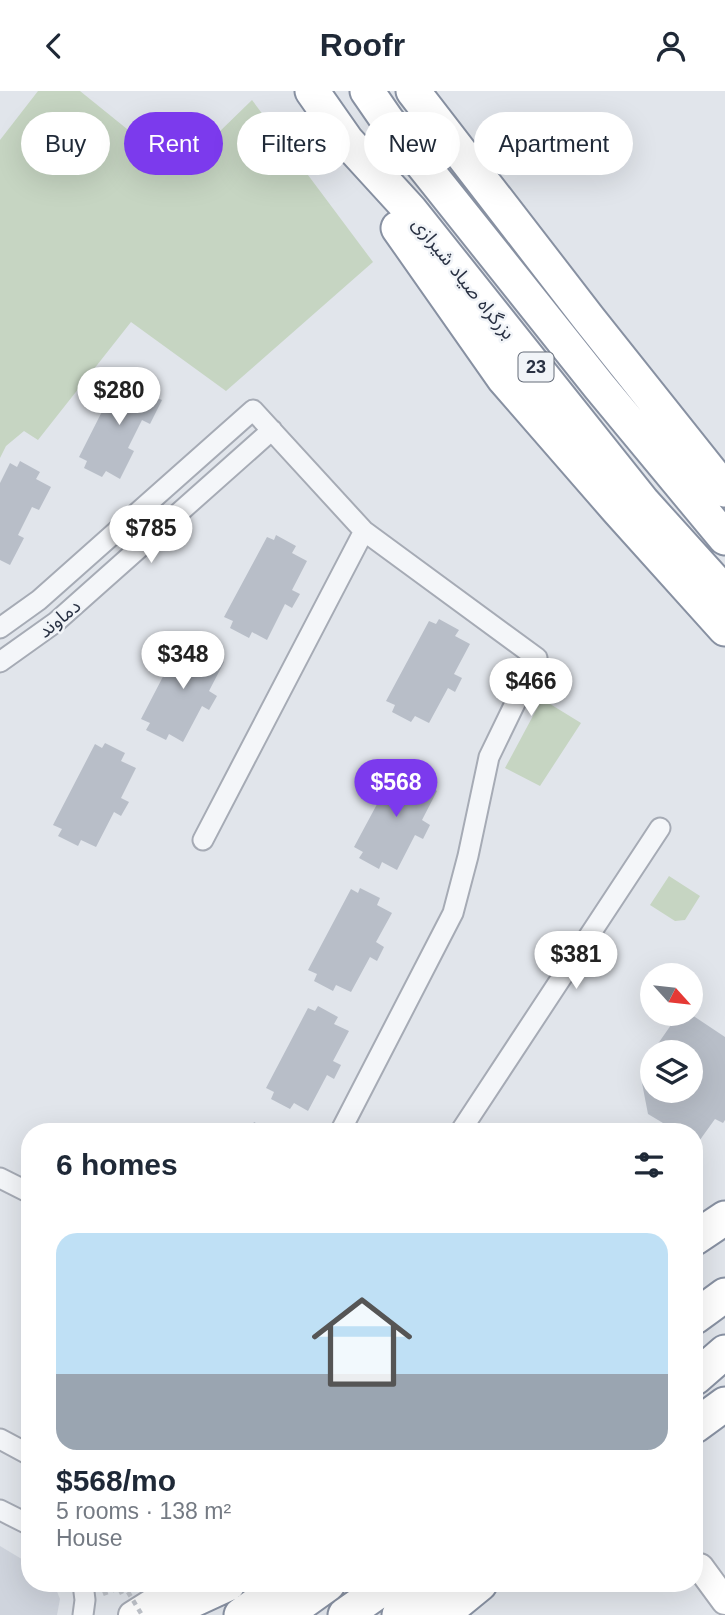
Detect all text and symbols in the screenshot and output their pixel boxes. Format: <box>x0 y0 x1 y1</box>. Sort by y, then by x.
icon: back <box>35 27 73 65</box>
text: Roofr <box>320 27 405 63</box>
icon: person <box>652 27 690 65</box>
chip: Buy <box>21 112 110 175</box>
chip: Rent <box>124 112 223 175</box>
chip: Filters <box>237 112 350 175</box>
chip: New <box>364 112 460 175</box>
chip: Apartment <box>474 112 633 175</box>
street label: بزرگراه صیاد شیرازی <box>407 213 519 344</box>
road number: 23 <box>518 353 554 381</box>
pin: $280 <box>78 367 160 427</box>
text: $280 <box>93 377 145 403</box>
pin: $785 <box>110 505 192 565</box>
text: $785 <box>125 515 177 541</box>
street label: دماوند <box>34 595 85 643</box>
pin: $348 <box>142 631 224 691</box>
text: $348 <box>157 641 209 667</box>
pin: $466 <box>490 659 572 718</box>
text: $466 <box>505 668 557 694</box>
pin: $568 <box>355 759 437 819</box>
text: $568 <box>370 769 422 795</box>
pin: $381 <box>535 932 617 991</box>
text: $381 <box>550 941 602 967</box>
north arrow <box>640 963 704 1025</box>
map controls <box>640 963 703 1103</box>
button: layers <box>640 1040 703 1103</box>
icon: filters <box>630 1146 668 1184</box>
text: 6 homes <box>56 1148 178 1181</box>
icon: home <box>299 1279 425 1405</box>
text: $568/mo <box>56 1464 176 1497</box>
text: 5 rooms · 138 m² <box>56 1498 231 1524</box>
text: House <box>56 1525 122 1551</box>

________________________________________

- **Problem statement**:
Reproduce each line from the data that has "chip" in it.

- **Expected answer**:
chip: Buy <box>21 112 110 175</box>
chip: Rent <box>124 112 223 175</box>
chip: Filters <box>237 112 350 175</box>
chip: New <box>364 112 460 175</box>
chip: Apartment <box>474 112 633 175</box>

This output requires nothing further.